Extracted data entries
BEGIN

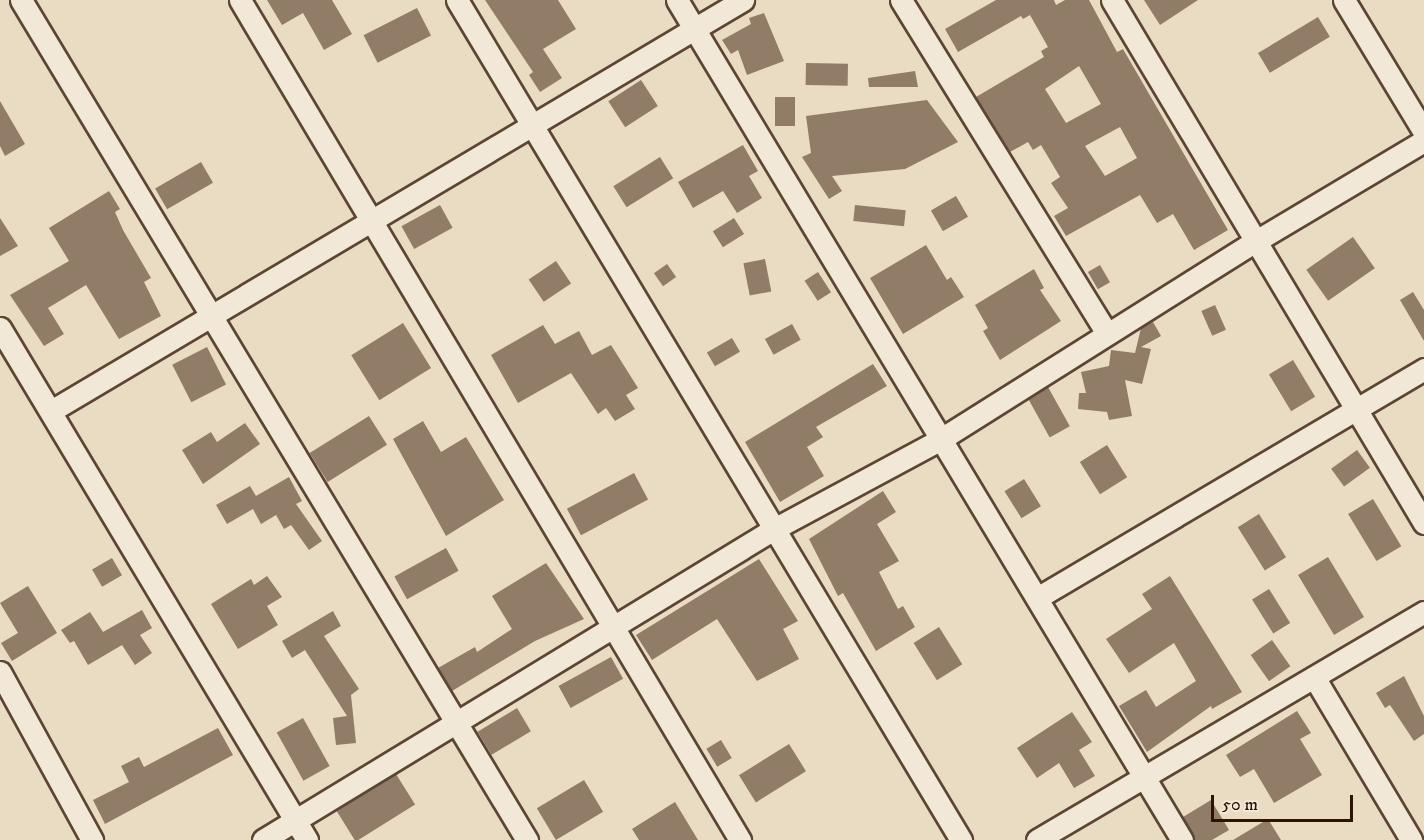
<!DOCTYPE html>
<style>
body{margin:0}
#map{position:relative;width:1424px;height:840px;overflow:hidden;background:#eadcc2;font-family:"IM FELL DW Pica",serif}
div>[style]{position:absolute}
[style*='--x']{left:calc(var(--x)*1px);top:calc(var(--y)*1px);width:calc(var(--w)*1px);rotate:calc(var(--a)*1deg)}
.building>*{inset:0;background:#907c67;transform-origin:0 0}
.roads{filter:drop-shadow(2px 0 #5d4534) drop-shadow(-2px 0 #5d4534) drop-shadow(0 2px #5d4534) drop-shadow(0 -2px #5d4534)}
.minor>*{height:21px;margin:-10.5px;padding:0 10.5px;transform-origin:10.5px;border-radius:10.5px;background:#f1e8d7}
span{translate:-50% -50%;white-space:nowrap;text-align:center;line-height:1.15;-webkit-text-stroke:5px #f1e8d7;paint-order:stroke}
.scale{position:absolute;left:1211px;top:795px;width:142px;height:27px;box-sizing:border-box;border:3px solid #2e1304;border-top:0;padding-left:8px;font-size:18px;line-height:21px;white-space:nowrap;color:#2e1304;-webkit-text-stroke:4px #f1e8d7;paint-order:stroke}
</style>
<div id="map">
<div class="building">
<div style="clip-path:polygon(267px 0,332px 0,352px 34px,324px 50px,303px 13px,282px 25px)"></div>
<div style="clip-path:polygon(485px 0,558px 0,576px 29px,543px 49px,562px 78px,540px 92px,529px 75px,533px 72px)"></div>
<div style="clip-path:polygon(evenodd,996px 0,1054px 0,1056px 5px,1065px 0,1089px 0,1117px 52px,1123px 49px,1228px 230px,1194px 250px,1173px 214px,1157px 223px,1140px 195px,1066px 236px,1054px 216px,1068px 208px,1051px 183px,1060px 177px,1041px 145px,1033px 150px,1028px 142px,1010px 152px,976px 97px,1044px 57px,1041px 51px,1048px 47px,1030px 15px,1023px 19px,1021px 16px,958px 52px,945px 29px,996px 0,1079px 66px,1101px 104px,1066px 123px,1045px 89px,1079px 66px,996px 0,1120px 127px,1137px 158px,1105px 176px,1085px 146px,1120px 127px)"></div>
<div style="clip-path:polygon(1144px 0,1198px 0,1160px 25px)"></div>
<div style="left:417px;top:8px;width:31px;height:60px;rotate:63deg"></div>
<div style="clip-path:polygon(764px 13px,784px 61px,747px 75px,738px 50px,731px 54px,722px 40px,751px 24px,749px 18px)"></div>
<div style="left:1318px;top:17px;width:23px;height:70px;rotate:59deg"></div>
<div style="left:806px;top:63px;width:42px;height:22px;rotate:1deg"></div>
<div style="clip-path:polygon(915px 71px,918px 87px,869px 87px,868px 78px)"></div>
<div style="left:641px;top:80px;width:31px;height:39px;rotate:57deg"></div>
<div style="left:775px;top:97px;width:20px;height:29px"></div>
<div style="clip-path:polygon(927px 100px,958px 142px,905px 169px,832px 176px,842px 191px,829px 199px,802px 157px,811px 153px,806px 116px)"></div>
<div style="clip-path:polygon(0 101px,25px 144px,5px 156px,0 146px)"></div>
<div style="clip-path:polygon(743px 145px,758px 171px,749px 176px,762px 198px,737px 213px,723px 191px,693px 208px,678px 182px)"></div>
<div style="left:660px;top:157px;width:25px;height:55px;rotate:58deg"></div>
<div style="left:201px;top:162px;width:24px;height:53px;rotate:60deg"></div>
<div style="clip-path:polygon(109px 191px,120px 209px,115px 212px,123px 230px,151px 278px,144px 282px,161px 316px,119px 339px,86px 285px,48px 308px,64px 334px,44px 346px,10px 295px,69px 261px,49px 228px)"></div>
<div style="left:956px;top:196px;width:24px;height:29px;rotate:60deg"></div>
<div style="left:440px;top:205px;width:26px;height:44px;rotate:61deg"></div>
<div style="left:855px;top:205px;width:51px;height:16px;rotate:6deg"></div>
<div style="clip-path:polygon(0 218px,18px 246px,0 256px)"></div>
<div style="left:734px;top:218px;width:19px;height:25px;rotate:58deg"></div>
<div style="left:1353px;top:237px;width:38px;height:57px;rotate:55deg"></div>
<div style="clip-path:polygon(926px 245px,947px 280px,951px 277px,964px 297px,903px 334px,870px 278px)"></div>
<div style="left:765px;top:259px;width:33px;height:22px;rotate:79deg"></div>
<div style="left:556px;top:261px;width:27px;height:33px;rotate:56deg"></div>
<div style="left:667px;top:264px;width:16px;height:16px;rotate:55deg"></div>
<div style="left:1100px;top:265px;width:20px;height:14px;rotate:60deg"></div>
<div style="clip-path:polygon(1034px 269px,1044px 288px,1040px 290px,1061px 321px,1000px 360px,983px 331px,988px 328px,975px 305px)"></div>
<div style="left:818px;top:272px;width:24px;height:16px;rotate:57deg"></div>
<div style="clip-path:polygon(1413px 292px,1424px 310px,1424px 341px,1400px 300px)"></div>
<div style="left:1215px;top:305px;width:27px;height:15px;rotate:66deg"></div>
<div style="clip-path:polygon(1153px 322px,1161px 336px,1141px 347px,1151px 349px,1142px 384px,1125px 380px,1132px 416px,1109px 420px,1107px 412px,1078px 409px,1079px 393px,1086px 393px,1081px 372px,1109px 366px,1111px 350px,1135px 353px,1141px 328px)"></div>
<div style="left:403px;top:323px;width:53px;height:61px;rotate:58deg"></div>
<div style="left:792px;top:324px;width:18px;height:31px;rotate:61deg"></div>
<div style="clip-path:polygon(543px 325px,555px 344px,579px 331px,592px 355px,611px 345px,638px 388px,626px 395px,635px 409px,615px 421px,606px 408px,598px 414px,571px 373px,518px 403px,491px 355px)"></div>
<div style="left:732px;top:338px;width:16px;height:29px;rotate:60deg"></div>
<div style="left:207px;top:347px;width:42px;height:39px;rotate:63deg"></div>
<div style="left:1293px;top:360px;width:43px;height:28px;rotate:59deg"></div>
<div style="clip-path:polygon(873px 364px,887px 386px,816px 427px,823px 437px,807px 447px,824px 476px,780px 502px,745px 442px)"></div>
<div style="left:1048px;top:387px;width:45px;height:23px;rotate:61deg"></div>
<div style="left:369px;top:416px;width:34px;height:70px;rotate:58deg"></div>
<div style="clip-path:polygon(423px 421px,441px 452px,466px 437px,504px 500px,446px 536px,393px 439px)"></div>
<div style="clip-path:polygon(245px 423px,260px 444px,203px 484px,182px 450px,211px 432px,217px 442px)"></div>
<div style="left:1107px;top:445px;width:38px;height:32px;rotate:58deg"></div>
<div style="left:1357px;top:450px;width:22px;height:32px;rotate:54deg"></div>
<div style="left:634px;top:473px;width:30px;height:76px;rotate:62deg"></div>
<div style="clip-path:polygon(289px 477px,302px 501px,296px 504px,322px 541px,309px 550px,291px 525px,284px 529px,276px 515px,261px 524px,253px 509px,227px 524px,216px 505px,250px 486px,256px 496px)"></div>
<div style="left:1024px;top:479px;width:32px;height:23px;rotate:58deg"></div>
<div style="clip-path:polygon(883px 491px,896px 512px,877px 524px,899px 561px,879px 572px,898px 609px,903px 606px,915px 627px,876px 651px,843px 593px,838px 596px,809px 539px)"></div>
<div style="left:1373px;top:499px;width:55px;height:29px;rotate:59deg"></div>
<div style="left:1259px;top:514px;width:51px;height:25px;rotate:58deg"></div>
<div style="left:446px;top:548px;width:26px;height:59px;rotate:61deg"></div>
<div style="left:1328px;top:557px;width:70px;height:35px;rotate:59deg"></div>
<div style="left:112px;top:558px;width:20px;height:23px;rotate:60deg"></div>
<div style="clip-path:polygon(759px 559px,798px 621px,783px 629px,799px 659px,757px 681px,717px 619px,652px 660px,636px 635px)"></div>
<div style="clip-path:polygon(546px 563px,584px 619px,535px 641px,452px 691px,438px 668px,475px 647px,477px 652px,512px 629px,492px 596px)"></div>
<div style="clip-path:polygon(267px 576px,282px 597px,267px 606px,278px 625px,238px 649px,211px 604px,251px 579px,254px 585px)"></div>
<div style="clip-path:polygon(1170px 576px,1242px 692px,1212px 709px,1211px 706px,1147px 752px,1119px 706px,1146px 690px,1156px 707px,1196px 681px,1174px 643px,1129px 673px,1106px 639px,1152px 609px,1142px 594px)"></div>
<div style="clip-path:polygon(28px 586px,57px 633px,12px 661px,1px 643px,18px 633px,0 603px)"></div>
<div style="left:1269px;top:589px;width:40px;height:20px;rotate:58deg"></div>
<div style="clip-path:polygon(142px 610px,152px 628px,140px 635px,152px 653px,135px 665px,122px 645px,88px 665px,74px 641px,70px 643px,61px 630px,90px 612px,103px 632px)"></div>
<div style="clip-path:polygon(333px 611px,341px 626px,324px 636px,359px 689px,351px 695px,356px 743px,336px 745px,333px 718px,347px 716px,305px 650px,292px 658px,282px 641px)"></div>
<div style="left:939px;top:627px;width:44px;height:30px;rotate:58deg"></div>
<div style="left:1272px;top:640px;width:32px;height:26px;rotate:55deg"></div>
<div style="left:611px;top:657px;width:25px;height:60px;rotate:61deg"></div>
<div style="clip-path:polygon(1404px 676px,1424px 716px,1424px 734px,1414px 741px,1390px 705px,1385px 708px,1376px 693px)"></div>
<div style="left:517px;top:708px;width:27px;height:46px;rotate:59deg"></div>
<div style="clip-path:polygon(1297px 711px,1311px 733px,1300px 739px,1322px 775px,1274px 803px,1254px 769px,1240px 777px,1226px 755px)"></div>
<div style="clip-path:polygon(1072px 712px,1092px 742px,1079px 750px,1095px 776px,1074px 788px,1059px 763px,1037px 778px,1017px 748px)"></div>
<div style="left:303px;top:718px;width:55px;height:30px;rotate:61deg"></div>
<div style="clip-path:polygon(218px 728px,233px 755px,105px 824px,93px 800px,129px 782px,121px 766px,139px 757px,144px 767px)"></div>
<div style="left:721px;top:740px;width:21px;height:17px;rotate:59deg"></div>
<div style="left:789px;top:744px;width:32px;height:59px;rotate:58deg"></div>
<div style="left:396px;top:774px;width:36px;height:70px;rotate:58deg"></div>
<div style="left:584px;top:780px;width:37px;height:55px;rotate:59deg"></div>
<div style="clip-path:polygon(1211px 800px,1229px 830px,1212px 840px,1195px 840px,1183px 817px)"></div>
<div style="clip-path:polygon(675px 802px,698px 840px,639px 840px,632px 829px)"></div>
<div style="clip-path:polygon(1268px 819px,1281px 840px,1233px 840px)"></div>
</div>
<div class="roads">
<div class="minor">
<div style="--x:21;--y:0;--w:981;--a:58.94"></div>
<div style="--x:240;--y:0;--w:978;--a:59.24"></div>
<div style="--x:457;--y:0;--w:980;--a:59.04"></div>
<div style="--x:677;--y:0;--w:980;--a:58.99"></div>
<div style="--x:901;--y:0;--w:392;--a:58.3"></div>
<div style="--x:1112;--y:0;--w:609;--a:59.18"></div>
<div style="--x:1344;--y:0;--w:154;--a:58.8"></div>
<div style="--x:0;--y:328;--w:597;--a:59.05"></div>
<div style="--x:51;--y:411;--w:805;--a:-30.71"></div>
<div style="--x:1037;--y:598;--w:450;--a:-30.6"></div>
<div style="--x:0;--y:672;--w:192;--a:61.3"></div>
<div style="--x:1314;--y:677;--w:190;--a:59.2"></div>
<div style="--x:263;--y:840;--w:598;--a:-31.33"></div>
<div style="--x:774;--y:529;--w:190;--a:-28.3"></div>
<div style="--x:941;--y:439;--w:372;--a:-32.2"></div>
<div style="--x:1256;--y:241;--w:196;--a:-30.8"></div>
<div style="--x:1037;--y:840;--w:449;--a:-30.5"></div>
</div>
</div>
<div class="scale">50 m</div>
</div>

END

Work to be completed
Please repeat exactly the data above from its first line to the line that contains "0 #5d4534) drop-shadow(-2px", inclusive, and leave every picture out.

Written answer
<!DOCTYPE html>
<style>
body{margin:0}
#map{position:relative;width:1424px;height:840px;overflow:hidden;background:#eadcc2;font-family:"IM FELL DW Pica",serif}
div>[style]{position:absolute}
[style*='--x']{left:calc(var(--x)*1px);top:calc(var(--y)*1px);width:calc(var(--w)*1px);rotate:calc(var(--a)*1deg)}
.building>*{inset:0;background:#907c67;transform-origin:0 0}
.roads{filter:drop-shadow(2px 0 #5d4534) drop-shadow(-2px 0 #5d4534) drop-shadow(0 2px #5d4534) drop-shadow(0 -2px #5d4534)}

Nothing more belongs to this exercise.